La suite dépend finalement des artistes montréalais eux-mêmes, de leur capacité, d’une part, de se mobiliser autour de cet enjeu, mais aussi, d’autre part, de construire un plaidoyer crédible justifiant l’intérêt (collectif) de donner suite à leurs revendications. Ni la mobilisation, ni le plaidoyer, ne vont de soi. Comme l’illustrent les cas récents du 10, Ontario Ouest et de l’édifice Grover, une telle mobilisation ne se produit généralement qu’à la dernière extrémité, lorsque le changement de fonction est déjà bien engagé, et qu’il est déjà trop tard. Les plaidoyers relèvent quant à eux plus souvent d’une dénonciation des conditions de vie générale des artistes (dans laquelle l’atelier ne représente qu’un élément parmi d’autres) que d’une démonstration convaincante de l’apport de ces lieux de création au bien commun : par exemple en matière de revitalisation urbaine ou, encore, de contribution à la mixité fonctionnelle et sociale des zones où ils sont implantés. Le maintien des ateliers au centre-ville ne peut sans doute être conçu uniquement comme une mesure sociale d’aide aux artistes visuels et aux artisans dans le besoin. L’atelier n’est pas un lieu en vase clos. La plupart du temps regroupés dans un même immeuble, ils cohabitent souvent avec d’autres types d’activités culturelles (théâtre, danse, musique, multimédia, design, entreprises de gestion des arts, etc.). C’était le cas du SLEB, c’est encore celui de Grover ou du Complexe Canal, comme c’était aussi le cas des édifices Vinberg, Cooper et Balfour, ces hauts lieux de regroupements créatifs du boulevard Saint-Laurent des années 1980 (Anctil, 2002).

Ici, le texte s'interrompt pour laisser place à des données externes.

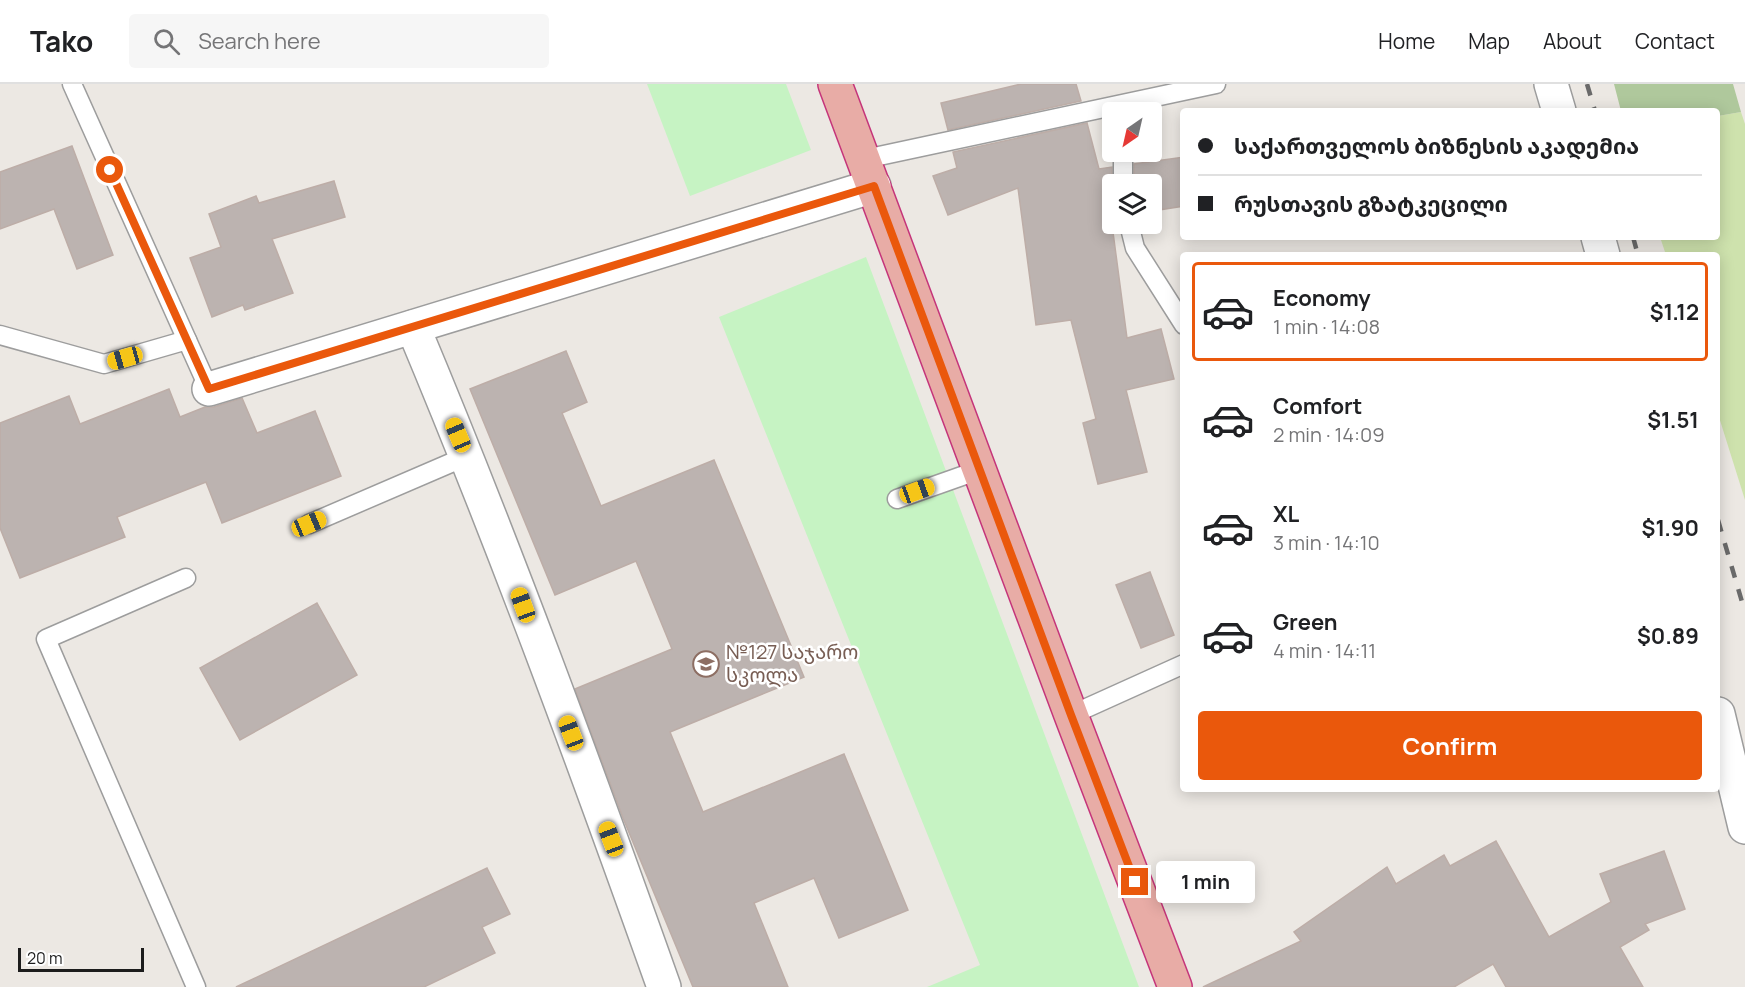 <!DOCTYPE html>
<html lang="en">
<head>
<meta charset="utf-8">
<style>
	body { margin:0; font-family:Manrope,"Noto Sans Georgian",sans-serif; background:#f6f6f6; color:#202124; height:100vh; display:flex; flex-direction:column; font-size:22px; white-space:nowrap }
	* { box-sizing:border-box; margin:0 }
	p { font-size:20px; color:#757577 }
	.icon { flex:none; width:33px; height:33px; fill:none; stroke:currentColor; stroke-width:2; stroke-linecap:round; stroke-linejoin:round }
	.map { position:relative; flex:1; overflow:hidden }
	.drawer { position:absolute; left:1180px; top:168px; width:540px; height:540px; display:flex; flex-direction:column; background:#fff; border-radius:6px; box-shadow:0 3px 15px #0003 }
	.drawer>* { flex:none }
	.hud { position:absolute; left:1180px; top:24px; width:540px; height:132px; border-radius:6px; box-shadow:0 3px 15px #0003; display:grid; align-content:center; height:132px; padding:0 18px; background:#fff }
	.needle { width:39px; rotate:214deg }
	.fabs { position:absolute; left:1102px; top:18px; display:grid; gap:12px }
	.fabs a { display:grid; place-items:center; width:60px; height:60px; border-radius:6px; background:#fff; box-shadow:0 3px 15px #0003; font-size:30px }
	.scale { position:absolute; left:18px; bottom:15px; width:126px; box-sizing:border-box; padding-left:6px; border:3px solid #1c1c1c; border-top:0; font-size:16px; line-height:21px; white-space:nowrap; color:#1c1c1c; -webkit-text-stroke:4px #fff; paint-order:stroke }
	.end { position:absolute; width:27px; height:27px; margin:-14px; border:8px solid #ea580c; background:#fff; box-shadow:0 0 0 3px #fff }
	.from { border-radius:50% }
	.bubble { position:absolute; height:42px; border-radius:6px; background:#fff; box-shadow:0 3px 15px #0003; font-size:20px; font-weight:700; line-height:42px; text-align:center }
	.car { position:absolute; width:18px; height:36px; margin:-18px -9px; border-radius:8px; box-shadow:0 0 4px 2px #0007; background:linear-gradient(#f5c518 24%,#345 0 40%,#f5c518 0 76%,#345 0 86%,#f5c518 0) }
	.hud b { display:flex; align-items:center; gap:21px; height:57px; font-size:22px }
	.hud b+b { border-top:2px solid #e0e0e0 }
	.hud i { width:15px; height:15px; background:#202124 }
	ul { padding:10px 0 0; list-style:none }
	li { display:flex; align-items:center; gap:18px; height:99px; margin:0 12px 9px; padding:0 6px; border:3px solid transparent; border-radius:6px }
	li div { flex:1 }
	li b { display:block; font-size:22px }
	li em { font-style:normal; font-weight:700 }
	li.current { border-color:#ea580c }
	li>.icon { width:54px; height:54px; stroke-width:1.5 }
	.cta { display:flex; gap:12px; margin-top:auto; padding:12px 18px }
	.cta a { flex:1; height:69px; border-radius:6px; background:#ea580c; color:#fff; font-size:24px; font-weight:700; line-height:69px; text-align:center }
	header { display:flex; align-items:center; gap:36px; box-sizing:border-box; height:84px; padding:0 30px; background:#fff; border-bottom:2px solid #e0e0e0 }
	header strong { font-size:28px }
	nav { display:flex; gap:33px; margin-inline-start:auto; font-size:21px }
	.search { width:420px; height:54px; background:#f6f6f6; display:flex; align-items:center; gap:15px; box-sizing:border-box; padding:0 21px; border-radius:6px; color:#757577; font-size:22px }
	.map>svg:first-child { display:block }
</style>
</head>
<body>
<header>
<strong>Tako</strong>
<div class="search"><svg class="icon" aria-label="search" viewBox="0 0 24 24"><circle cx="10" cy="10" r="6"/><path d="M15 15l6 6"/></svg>Search here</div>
<nav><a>Home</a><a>Map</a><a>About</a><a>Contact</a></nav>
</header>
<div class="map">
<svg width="1745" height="903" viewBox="0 0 1745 903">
	<rect width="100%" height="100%" fill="#ece8e3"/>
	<path fill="#cee2ad" d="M1741,28L1745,40V416L1718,330V171H1666L1660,153H1718V32Z"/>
	<path fill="#afc89c" d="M1614,0H1733L1741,28L1718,32V27H1621Z"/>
	<g fill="#c6f3c3">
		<path d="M647,0H786L811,66L690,112Z"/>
		<path d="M866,173L1139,903H927L980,881L719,233Z"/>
	</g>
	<g fill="#bcb3b0" stroke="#bdada7" stroke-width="1.5">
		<path d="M1021,0H1076L1081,17L948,46L941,19Z"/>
		<path d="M1087,39L1099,85L1112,83L1113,132L1111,133L1127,254L1161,245L1174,295L1126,306L1147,388L1098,400L1083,339L1096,335L1071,236L1036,241L1018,104L948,131L933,92L957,84L953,68Z"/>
		<path d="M72,62L113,171L77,185L54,125L0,145V88Z"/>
		<path d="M1184,73V122L1152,127V100H1134V80Z"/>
		<path d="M334,97L345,133L272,155L293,209L245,226L243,221L212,233L190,174L221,163L209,130L256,112L259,119Z"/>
		<path d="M566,267L587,318L562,329L601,422L714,376L804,593L670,648L703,728L844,670L908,826L839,854L814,794L754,819L788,903H693L623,734L575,605L672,565L636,477L555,511L470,305Z"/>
		<path d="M169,305L180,333L205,323H214L242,314L257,349L315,327L341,392L222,439L206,398L117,433L125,453L20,494L0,444V339L69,312L80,340Z"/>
		<path d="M1150,488L1174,551L1141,564L1116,501Z"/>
		<path d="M317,519L357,591L240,656L200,584Z"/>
		<path d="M1496,757L1549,853L1611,818L1600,790L1664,767L1685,825L1645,840L1649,846L1620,863L1643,903H1506L1493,880L1454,903H1203L1301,857L1294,848L1387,783L1396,800L1444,771L1450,782Z"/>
		<path d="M487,784L510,830L482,843L495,869L424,903H236Z"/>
	</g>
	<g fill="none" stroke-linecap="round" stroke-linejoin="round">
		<g stroke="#9d9d9d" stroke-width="21">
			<g id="service">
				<path d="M72,0L209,305"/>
				<path d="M865,75L1216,0"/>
				<path d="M1123,100V68"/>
				<path d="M1129,140L1135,164L1184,241"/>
				<path d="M0,251L104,280L187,256"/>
				<path d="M897,415L979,386"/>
				<path d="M309,440L467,372"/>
				<path d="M186,494L46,555L196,903"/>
				<path d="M1071,631L1184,580"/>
			</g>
		</g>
		<g stroke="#9d9d9d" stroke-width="36">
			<g id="minor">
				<path d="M1551,0L1559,27"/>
				<path d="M1598,153L1603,171"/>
				<path d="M413,243C504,460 585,681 664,903"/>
				<path d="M209,305L874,102"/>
				<path d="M1718,630L1745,743"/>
			</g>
		</g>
		<g stroke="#c5357a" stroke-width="36">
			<path id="trunk" d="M835,0L1071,631L1175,903"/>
		</g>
		<use href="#service" stroke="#fff" stroke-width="18"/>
		<use href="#minor" stroke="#fff" stroke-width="33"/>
		<use href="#trunk" stroke="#e8aca6" stroke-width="33"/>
		<g stroke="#6a6a6a" stroke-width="4.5" stroke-dasharray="12 12" stroke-linecap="butt">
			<path d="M1587,0L1595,27"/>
			<path d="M1633,153L1638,171"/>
			<path d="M1718,436L1745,528"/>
		</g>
	</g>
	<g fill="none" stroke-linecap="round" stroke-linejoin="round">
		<path stroke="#ea580c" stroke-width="8" d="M110,86L209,305L874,102L1071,631L1135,798"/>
	</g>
	<defs>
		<g id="school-ring" transform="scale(1.35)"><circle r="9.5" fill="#fff" stroke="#8d6e63" stroke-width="1.5"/><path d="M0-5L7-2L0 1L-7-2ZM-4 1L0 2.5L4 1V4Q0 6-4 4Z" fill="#8d6e63"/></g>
	</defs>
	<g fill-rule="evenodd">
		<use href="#school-ring" x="706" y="580"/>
	</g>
	<g text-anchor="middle" stroke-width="5" stroke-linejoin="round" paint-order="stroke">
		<g font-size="20" fill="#785e54" stroke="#fff" text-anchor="start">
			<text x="726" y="575">№127 საჯარო<tspan x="726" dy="23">სკოლა</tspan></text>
		</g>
	</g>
</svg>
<div class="fabs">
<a><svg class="needle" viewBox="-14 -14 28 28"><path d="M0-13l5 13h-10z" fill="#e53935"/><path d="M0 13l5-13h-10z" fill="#757577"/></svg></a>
<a><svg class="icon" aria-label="layers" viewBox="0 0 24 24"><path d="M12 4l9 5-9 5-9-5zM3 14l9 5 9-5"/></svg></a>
</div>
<div class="scale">20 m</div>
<i class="end from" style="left:110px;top:86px"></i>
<i class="end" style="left:1135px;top:798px"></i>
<div class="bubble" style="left:1156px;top:777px;width:99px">1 min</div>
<i class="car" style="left:125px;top:274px;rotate:254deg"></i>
<i class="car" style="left:458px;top:351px;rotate:337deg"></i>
<i class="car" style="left:917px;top:407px;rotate:70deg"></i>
<i class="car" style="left:309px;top:440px;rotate:67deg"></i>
<i class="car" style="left:523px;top:521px;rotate:340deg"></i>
<i class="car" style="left:571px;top:649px;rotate:339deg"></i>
<i class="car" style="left:611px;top:755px;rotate:339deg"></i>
<div class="hud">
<b><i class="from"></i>საქართველოს ბიზნესის აკადემია</b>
<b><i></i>რუსთავის გზატკეცილი</b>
</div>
<section class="drawer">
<ul>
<li class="current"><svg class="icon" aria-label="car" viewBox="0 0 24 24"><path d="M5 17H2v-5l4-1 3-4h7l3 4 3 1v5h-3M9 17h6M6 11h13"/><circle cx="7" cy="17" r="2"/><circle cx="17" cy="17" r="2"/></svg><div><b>Economy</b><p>1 min · 14:08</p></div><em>$1.12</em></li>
<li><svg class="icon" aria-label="car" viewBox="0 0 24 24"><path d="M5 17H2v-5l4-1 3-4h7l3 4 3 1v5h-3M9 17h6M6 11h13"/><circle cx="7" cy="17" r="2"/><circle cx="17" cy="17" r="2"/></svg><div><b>Comfort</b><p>2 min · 14:09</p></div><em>$1.51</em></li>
<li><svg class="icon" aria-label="car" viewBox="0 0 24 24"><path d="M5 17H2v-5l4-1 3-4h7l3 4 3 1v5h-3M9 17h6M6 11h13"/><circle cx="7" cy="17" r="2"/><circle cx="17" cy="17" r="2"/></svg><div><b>XL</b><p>3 min · 14:10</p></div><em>$1.90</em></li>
<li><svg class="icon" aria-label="car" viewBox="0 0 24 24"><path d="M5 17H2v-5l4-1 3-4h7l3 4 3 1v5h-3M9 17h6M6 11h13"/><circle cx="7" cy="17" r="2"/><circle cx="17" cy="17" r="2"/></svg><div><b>Green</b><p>4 min · 14:11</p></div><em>$0.89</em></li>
</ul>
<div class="cta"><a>Confirm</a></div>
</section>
</div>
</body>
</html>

C’est également sans doute le cas de la plupart des immeubles phares que notre étude a permis de repérer jusqu’ici. L’atelier peut se révéler dès lors l’indicateur d’un plus large phénomène, partie prenante de véritables petits centres culturels informels comme autant de noeuds, plus ou moins éphémères.

La dispersion des ateliers d’artistes n’est pas le fruit du hasard. Elle s’inscrit dans l’histoire de la morphologie industrielle de Montréal, une morphologie où les lignes de chemin de fer et les voies maritimes occupent une place plus importante qu’un quelconque centre géographique. Ces lignes et ces voies, et les édifices industriels et commerciaux dont elles ont amené la multiplication, encerclent et traversent Montréal comme autant de lignes sur lesquelles les artistes se déplacent. Si la logique des pôles et des concentrations a de la difficulté à prendre forme, il en va tout autrement de celle d’une linéarité qui n’est pas sans ressembler à celle de plusieurs villages québécois.